§ **Problem description**: Copy the data exactly. Images are to be left out.
# # # # #
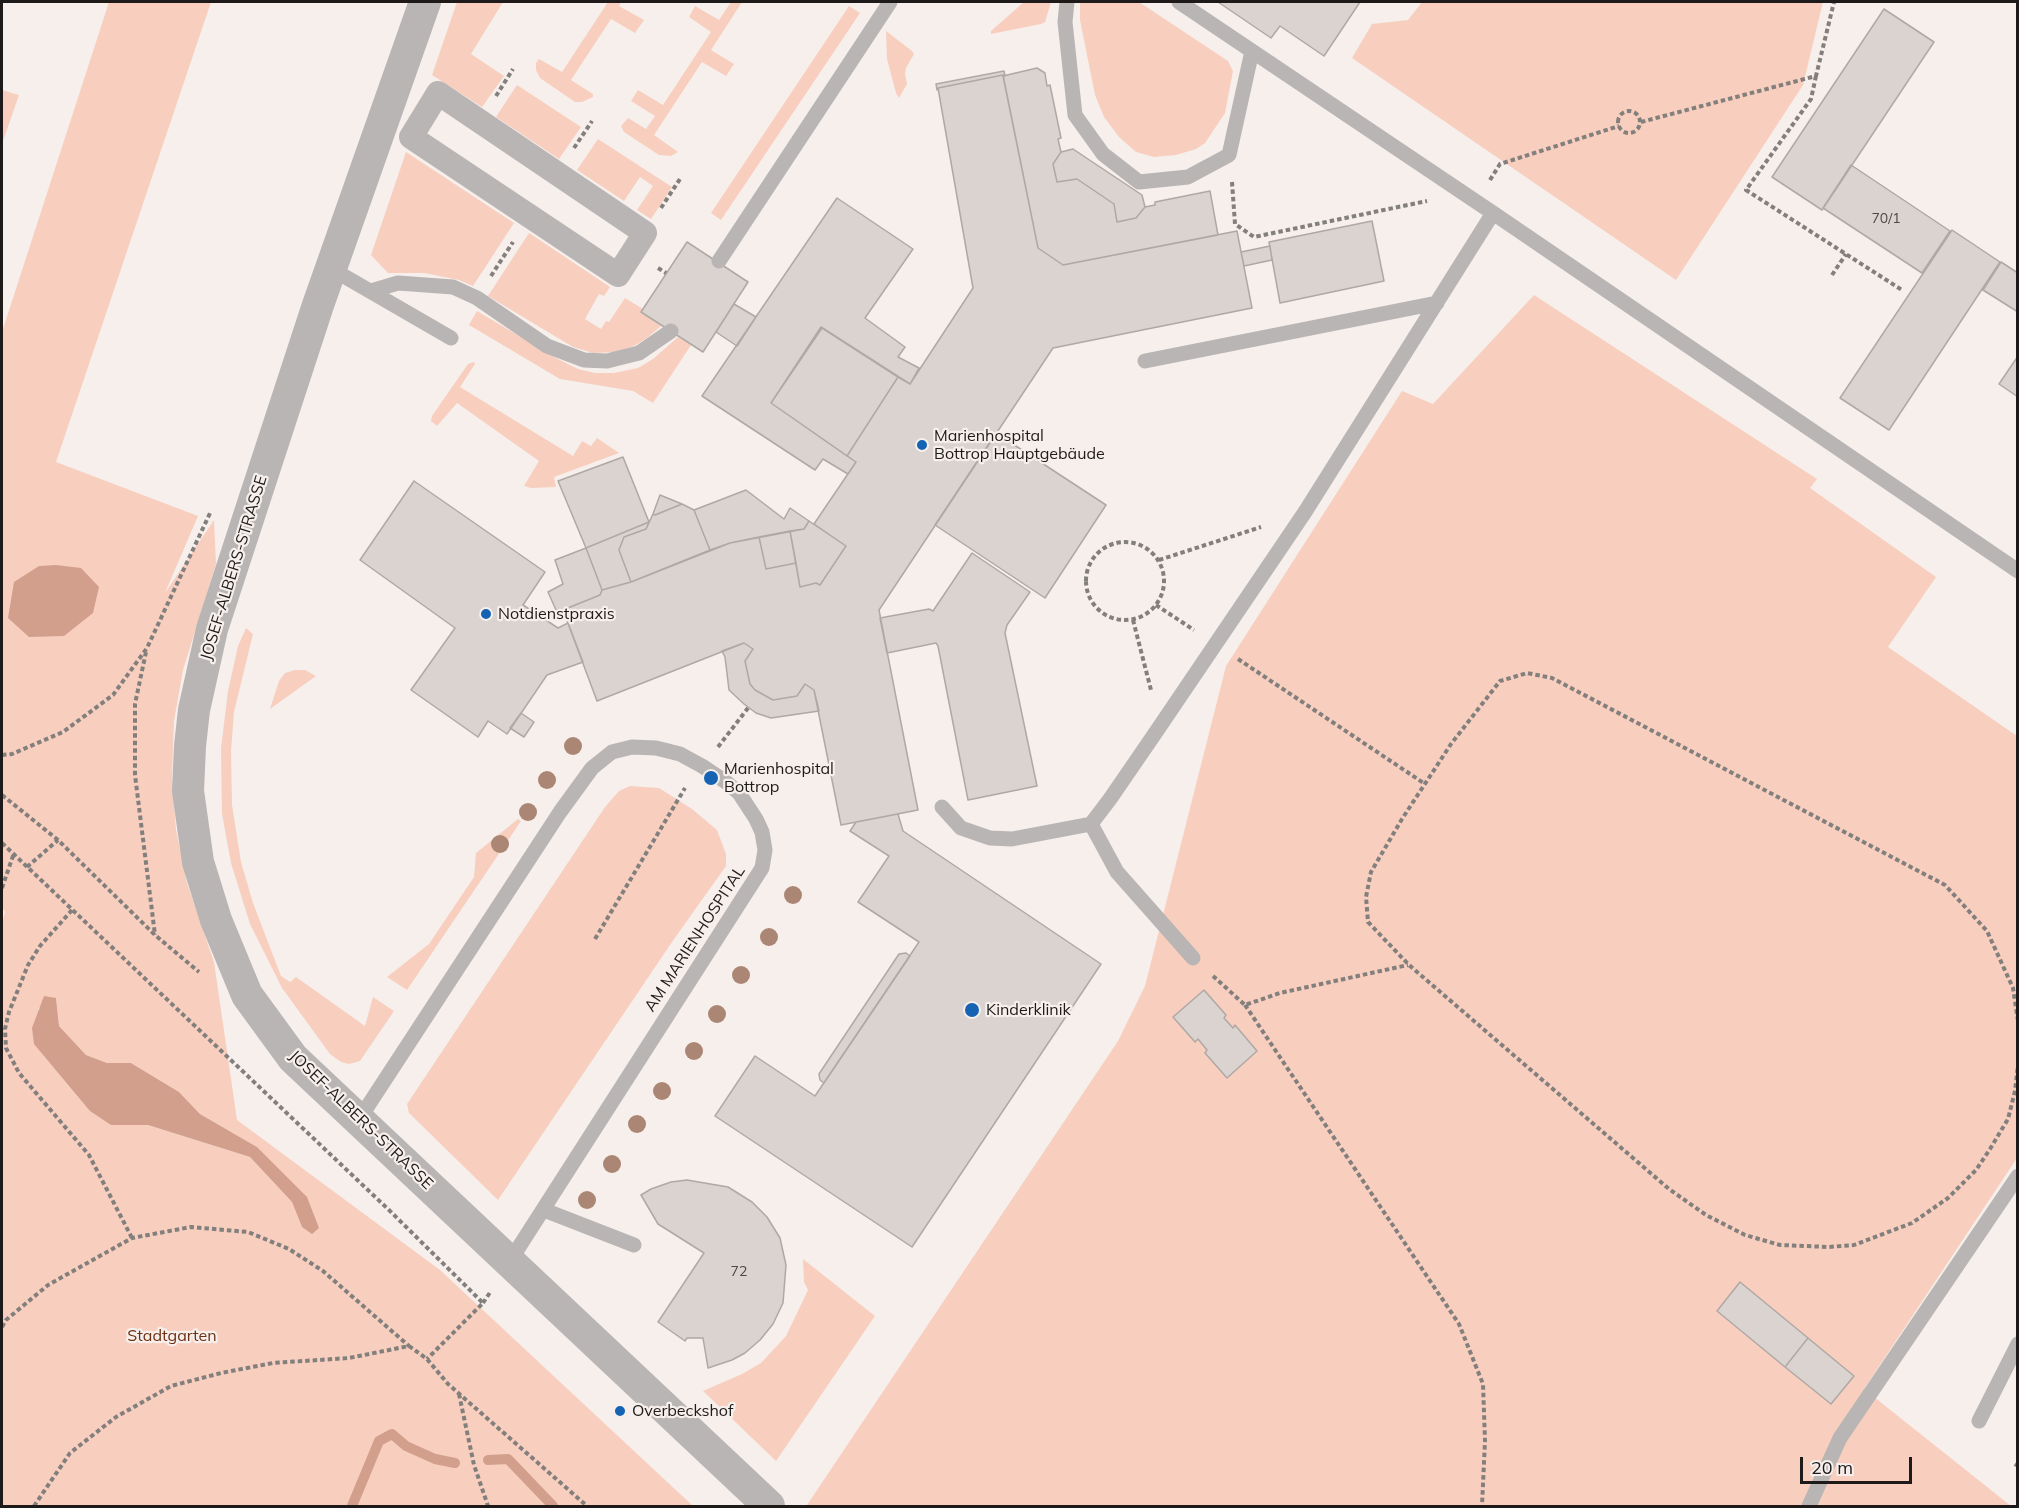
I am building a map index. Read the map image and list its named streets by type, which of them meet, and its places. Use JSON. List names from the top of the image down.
{
  "streets": {
    "street": ["JOSEF-ALBERS-STRASSE"],
    "lane": ["AM MARIENHOSPITAL"]
  },
  "crossings": [
    ["JOSEF-ALBERS-STRASSE", "AM MARIENHOSPITAL"]
  ],
  "parks": ["Stadtgarten"],
  "places": [
    "Marienhospital Bottrop Hauptgebäude",
    "Notdienstpraxis",
    "Marienhospital Bottrop",
    "Kinderklinik",
    "Overbeckshof"
  ],
  "house_numbers": ["70/1", "72"],
  "scale_bar": "20 m"
}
# # # # #
§ **Written answer**:
I am building a map index. Read the map image and list its named streets by type, which of them meet, and its places. Use JSON. List names from the top of the image down.
{
  "streets": {
    "street": ["JOSEF-ALBERS-STRASSE"],
    "lane": ["AM MARIENHOSPITAL"]
  },
  "crossings": [
    ["JOSEF-ALBERS-STRASSE", "AM MARIENHOSPITAL"]
  ],
  "parks": ["Stadtgarten"],
  "places": [
    "Marienhospital Bottrop Hauptgebäude",
    "Notdienstpraxis",
    "Marienhospital Bottrop",
    "Kinderklinik",
    "Overbeckshof"
  ],
  "house_numbers": ["70/1", "72"],
  "scale_bar": "20 m"
}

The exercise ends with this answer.